Startup Engineers and Our Mistakes with MongoDB
MongoDB got rave reviews for its usability. But other features mattered too when choosing a database for a growing startup.
This is part two. You can read part one in this three part series here.
Building a startup is like eating nails. It requires insane levels of perseverance, tolerance for ambiguity, and a strong work ethic. There are critical internal debates to ensure the team is on the right track. What feature should we build next? How will we attract more users? How will we get revenue or funding to keep the lights on?
In early 2012, I heard a much different startup debate: should we switch our database to MongoDB? This company had chosen Postgres, a "traditional" relational database. Now, their lead engineer was adamant that switching to MongoDB was critical for success.
A number of top companies (Etsy, Foursquare, and many other startups) were "using"1 it, and his recent meetups and friends all indicated that MongoDB was the future. The developer especially cited future scaling needs, the coming obsolescence of SQL, and engineer recruiting. He proposed to integrate MongoDB at the cost of several weeks of the roadmap for his tiny team.
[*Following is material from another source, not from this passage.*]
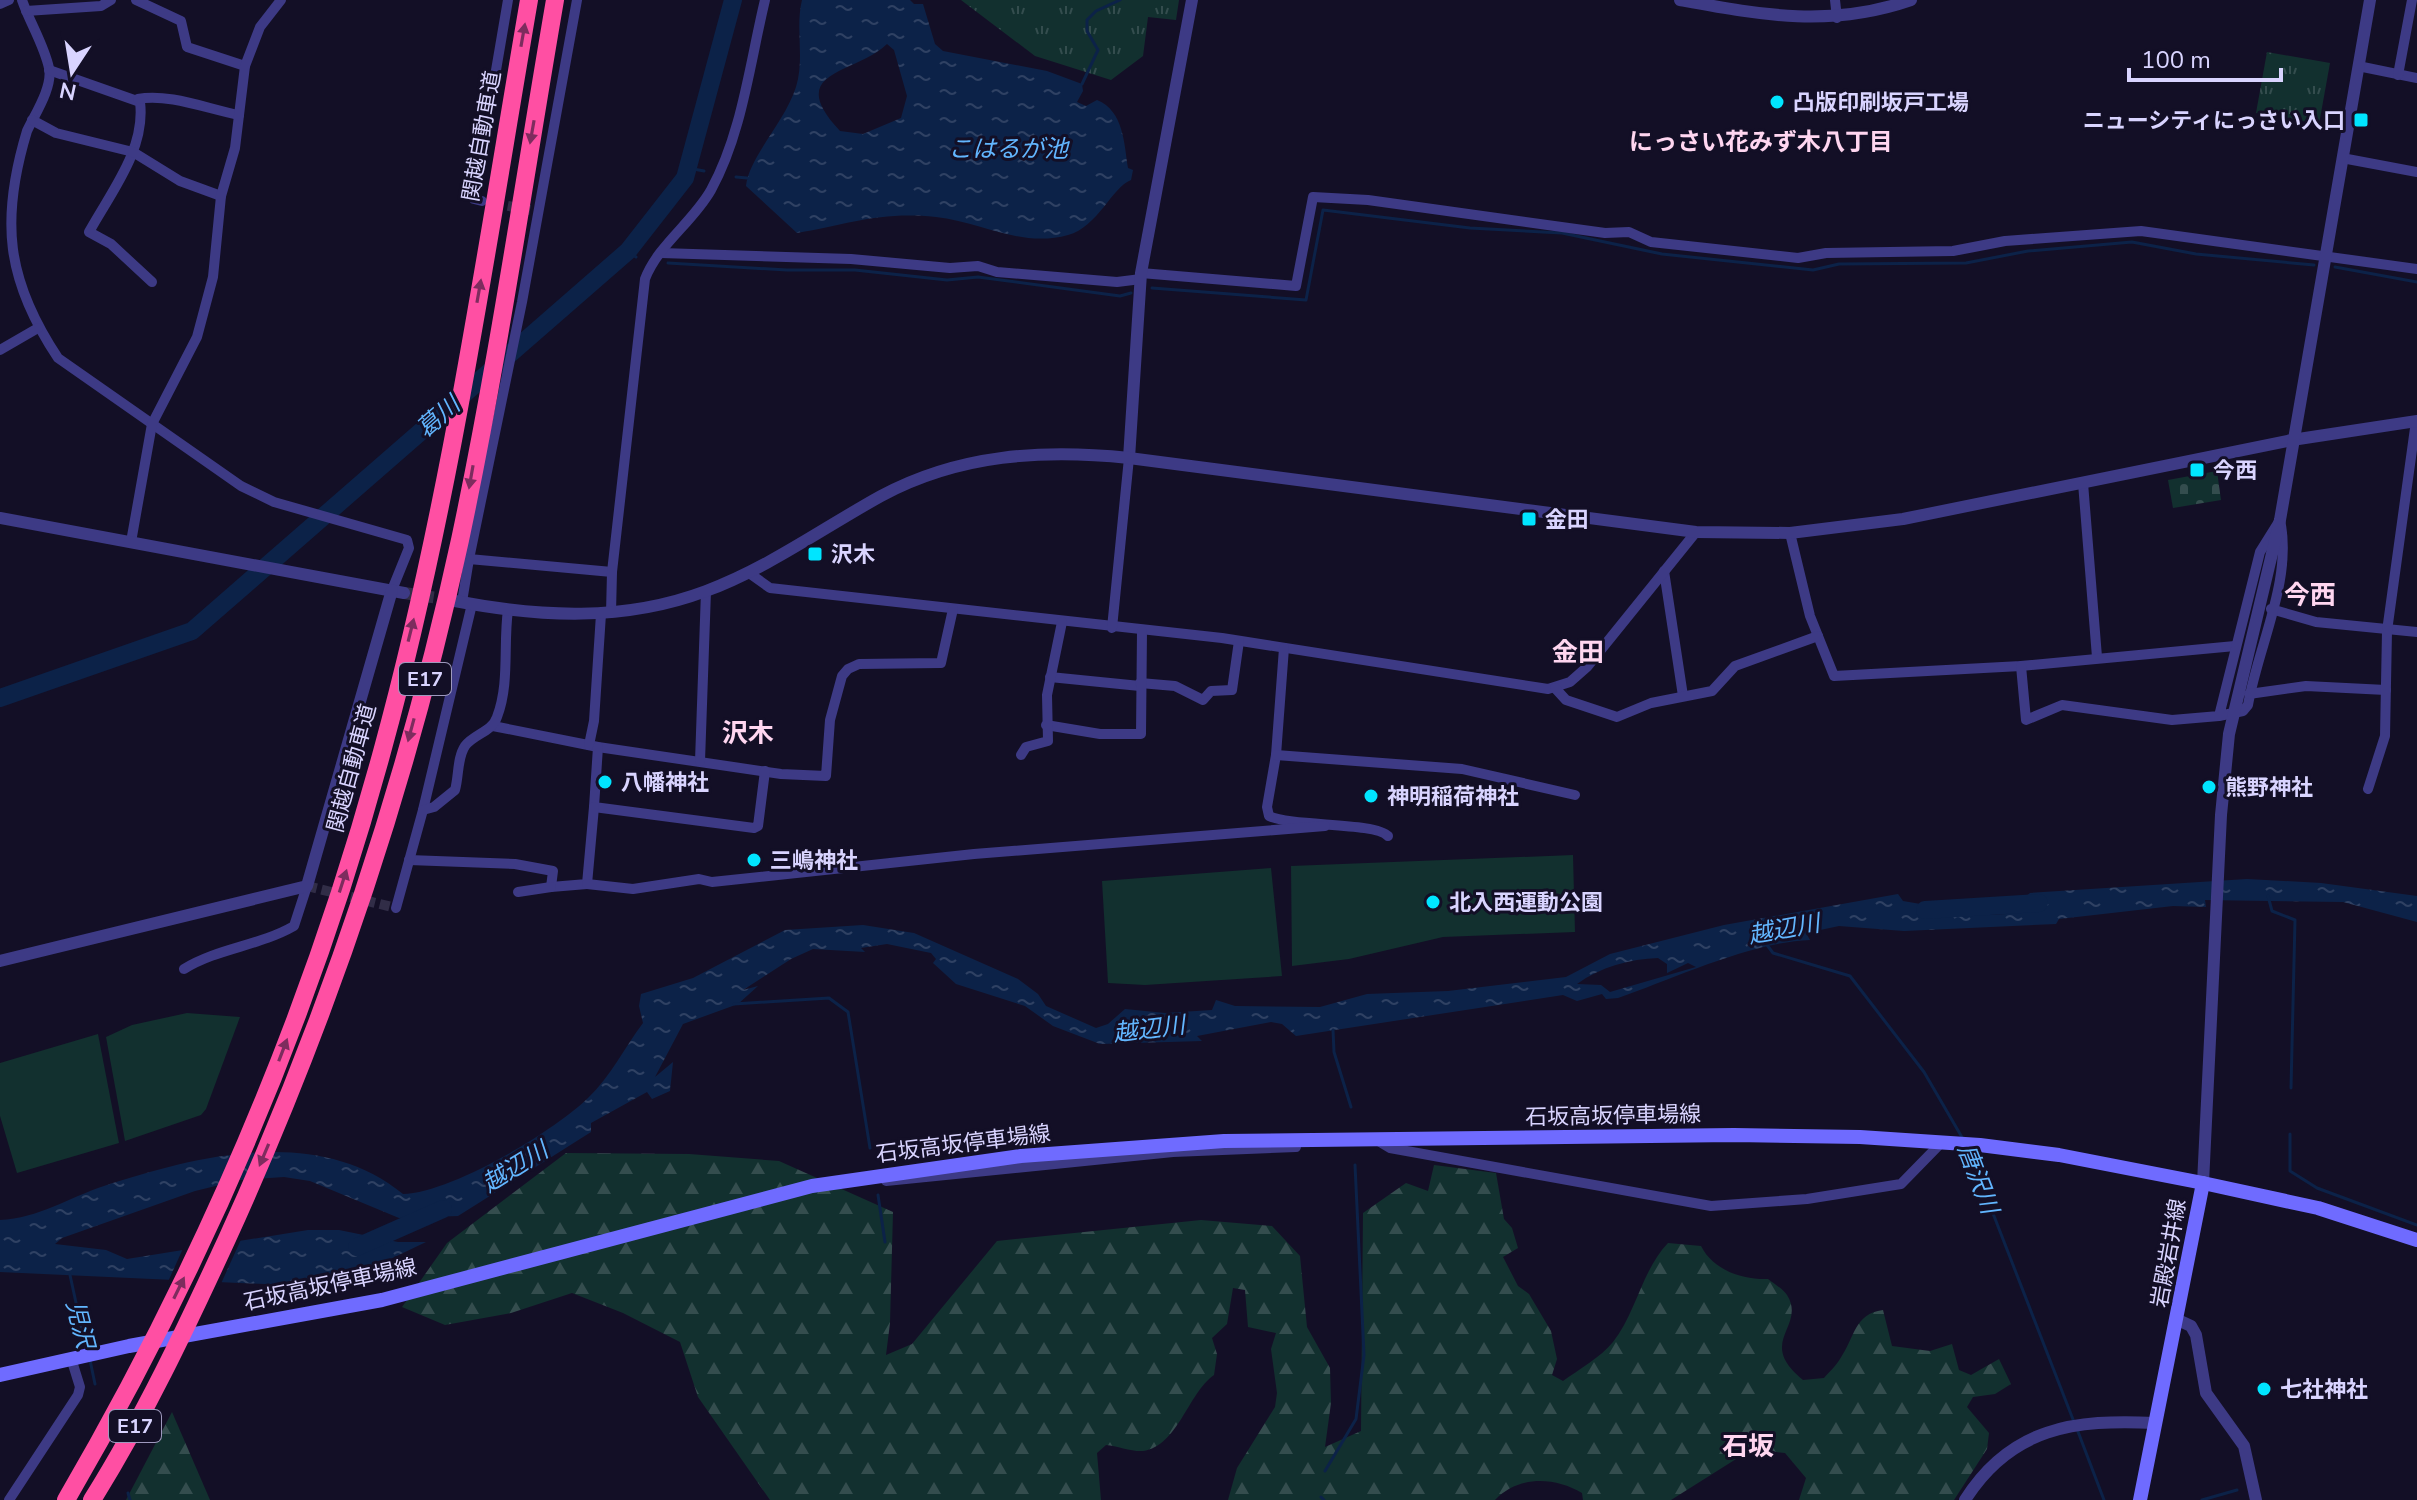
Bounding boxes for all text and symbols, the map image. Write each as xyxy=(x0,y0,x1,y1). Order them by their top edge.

Sadly, he misestimated how much work the still evolving MongoDB would take to learn and integrate, costing much more time than he realized. And even if the company was tremendously successful, the scale provided by most NoSQL databases would be immaterial, given his company's product. Just as importantly, he didn't know the tradeoffs he was making by choosing MongoDB.
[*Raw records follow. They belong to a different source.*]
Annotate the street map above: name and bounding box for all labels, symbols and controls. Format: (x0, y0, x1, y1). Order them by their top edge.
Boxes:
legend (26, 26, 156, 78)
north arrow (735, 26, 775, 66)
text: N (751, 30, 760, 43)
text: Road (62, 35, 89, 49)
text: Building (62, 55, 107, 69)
In this case, the cost was relatively painless: simply a few wasted weeks and thousands of investor dollars. On the other hand, I know a number of teams that had much more challenging issues.
In Part 1, we looked at how the NoSQL hype enabled the early success of MongoDB. Now, let's look at MongoDB's benefits and the mistakes some startup developers made when choosing MongoDB in 2012. Understanding past issues can give us context about how to make better engineering decisions in the future.
The Benefits of Mongo in the early 2010s
10gen's key contributions to databases — and to our industry — was their laser focus on four critical things: onboarding, usability, libraries and support. For startup teams, these were important factors in choosing MongoDB — and a key reason for its powerful word of mouth.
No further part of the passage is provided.